◆ WHAT THE EXERCISE ASKS: Word for word, restate the lines that run from the line containing "Instruction: Build a" to the last line of the records below.

Start of EXCERPTED DATA

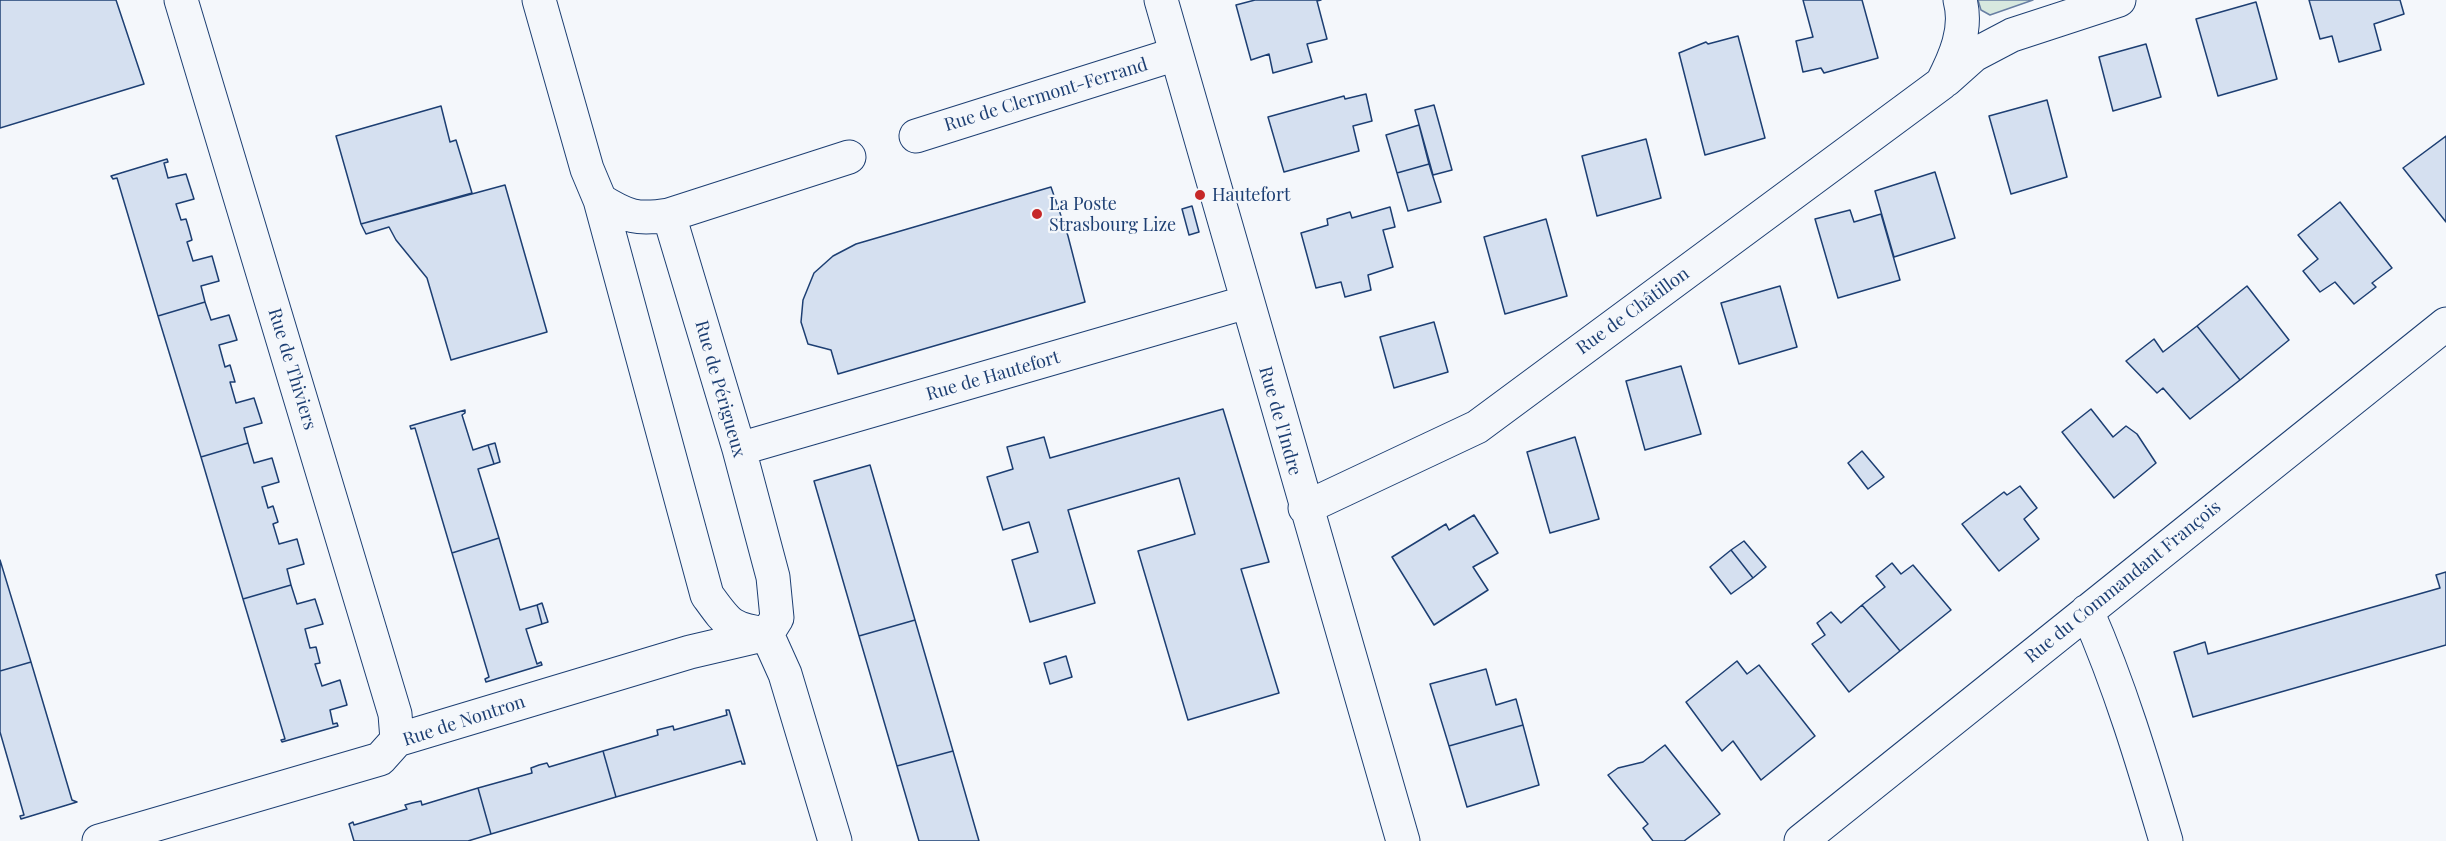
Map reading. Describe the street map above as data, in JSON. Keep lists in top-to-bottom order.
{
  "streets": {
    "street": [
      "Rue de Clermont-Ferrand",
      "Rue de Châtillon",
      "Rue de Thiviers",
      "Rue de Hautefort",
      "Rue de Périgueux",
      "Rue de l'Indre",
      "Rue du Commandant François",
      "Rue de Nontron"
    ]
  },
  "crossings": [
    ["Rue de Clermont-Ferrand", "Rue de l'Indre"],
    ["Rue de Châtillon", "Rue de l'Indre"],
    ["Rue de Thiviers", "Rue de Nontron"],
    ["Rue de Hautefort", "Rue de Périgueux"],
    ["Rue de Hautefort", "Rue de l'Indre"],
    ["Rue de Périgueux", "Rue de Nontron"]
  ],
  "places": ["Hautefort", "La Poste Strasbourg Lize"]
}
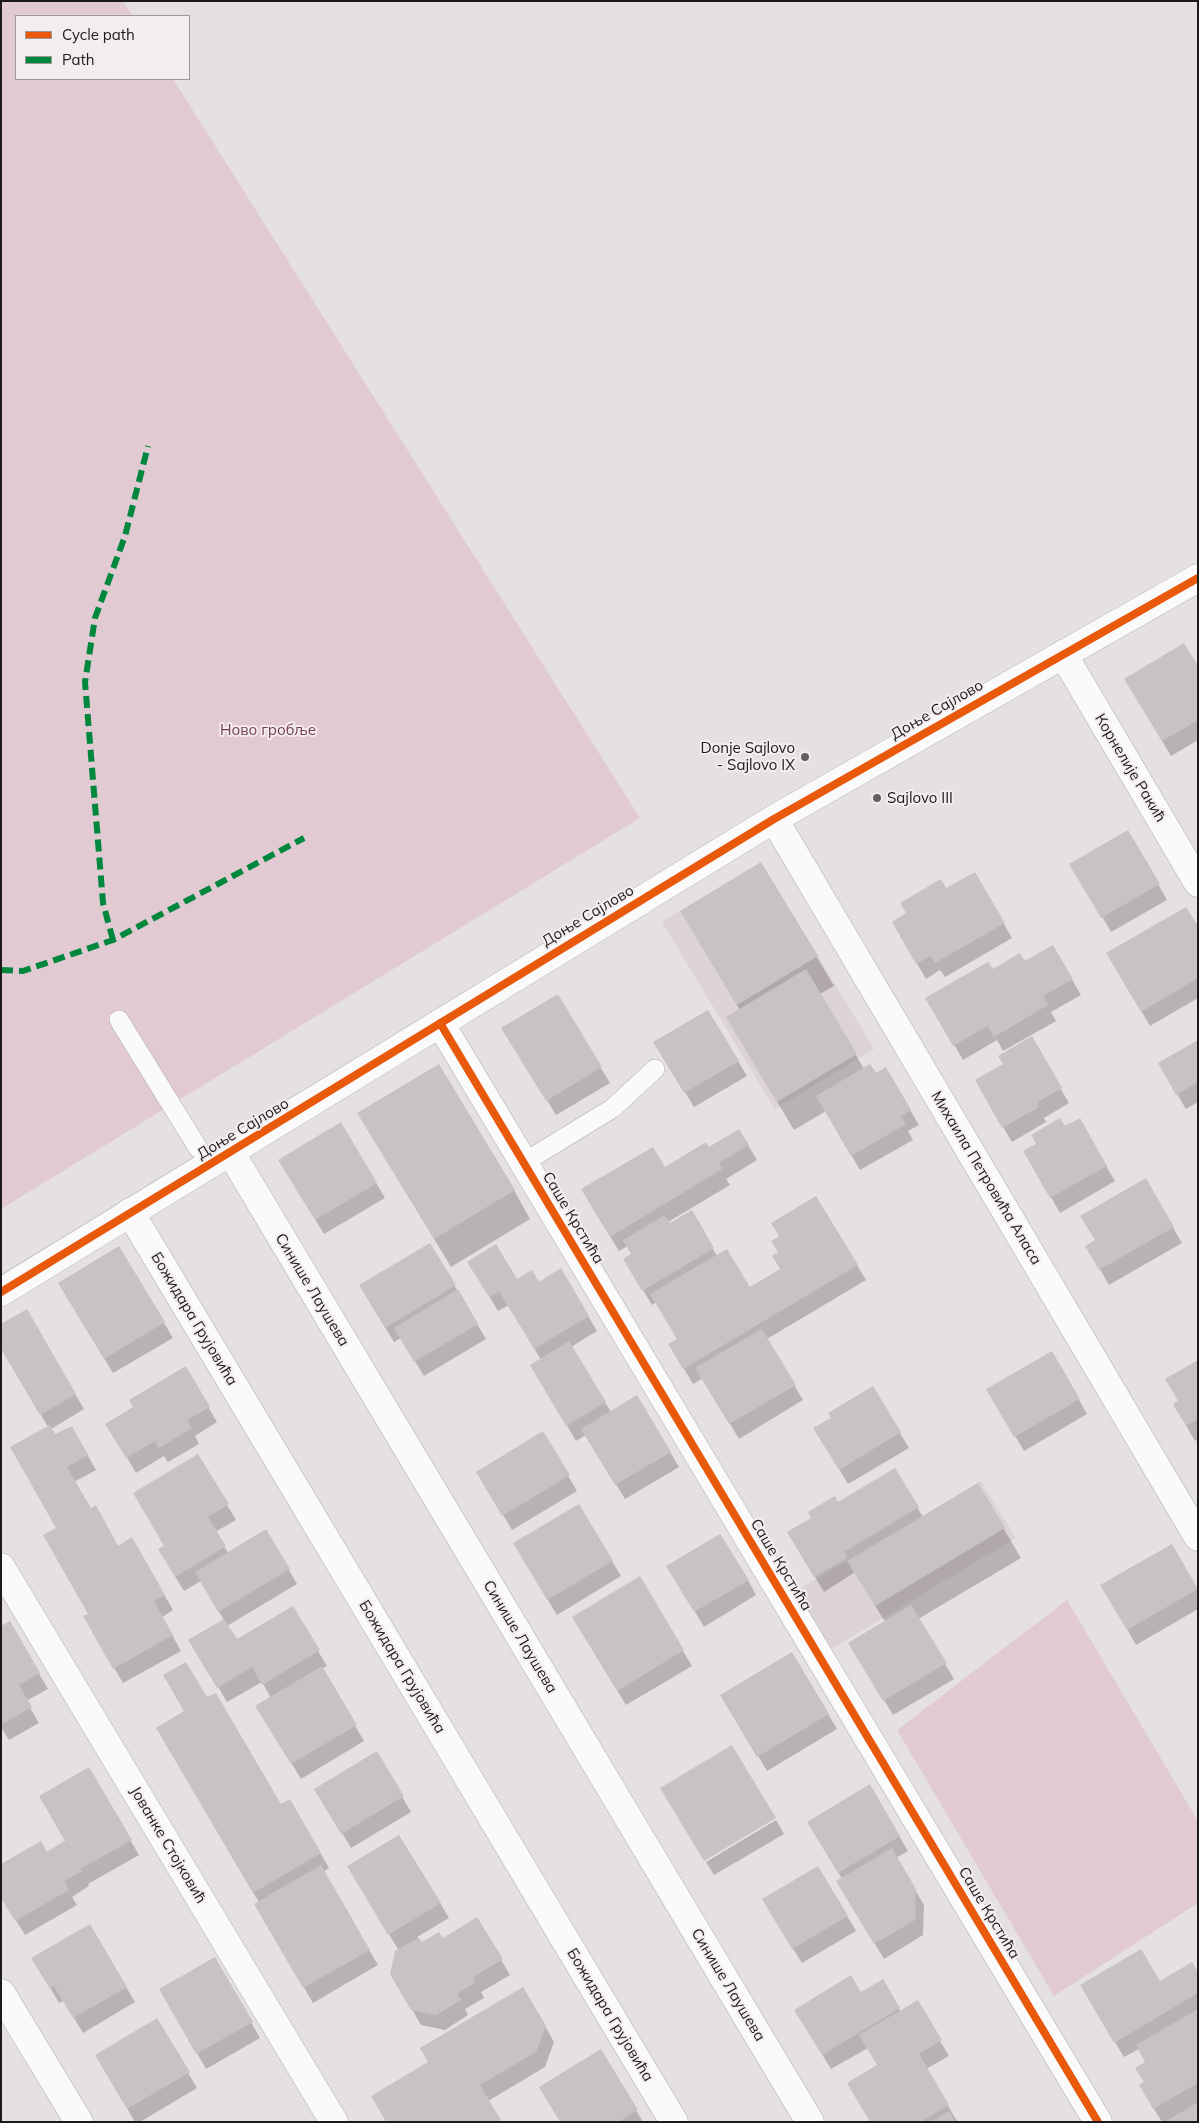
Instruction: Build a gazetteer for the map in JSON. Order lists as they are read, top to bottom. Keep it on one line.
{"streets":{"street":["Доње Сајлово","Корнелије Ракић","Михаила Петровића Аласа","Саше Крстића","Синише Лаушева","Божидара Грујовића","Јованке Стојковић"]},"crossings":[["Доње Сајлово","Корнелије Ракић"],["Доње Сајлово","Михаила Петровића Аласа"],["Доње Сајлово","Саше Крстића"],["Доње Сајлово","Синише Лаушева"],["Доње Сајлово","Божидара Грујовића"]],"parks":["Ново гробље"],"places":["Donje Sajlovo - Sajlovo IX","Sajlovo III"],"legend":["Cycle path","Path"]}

End of EXCERPTED DATA

◆ RESPONSE TO THIS EXERCISE:
Instruction: Build a gazetteer for the map in JSON. Order lists as they are read, top to bottom. Keep it on one line.
{"streets":{"street":["Доње Сајлово","Корнелије Ракић","Михаила Петровића Аласа","Саше Крстића","Синише Лаушева","Божидара Грујовића","Јованке Стојковић"]},"crossings":[["Доње Сајлово","Корнелије Ракић"],["Доње Сајлово","Михаила Петровића Аласа"],["Доње Сајлово","Саше Крстића"],["Доње Сајлово","Синише Лаушева"],["Доње Сајлово","Божидара Грујовића"]],"parks":["Ново гробље"],"places":["Donje Sajlovo - Sajlovo IX","Sajlovo III"],"legend":["Cycle path","Path"]}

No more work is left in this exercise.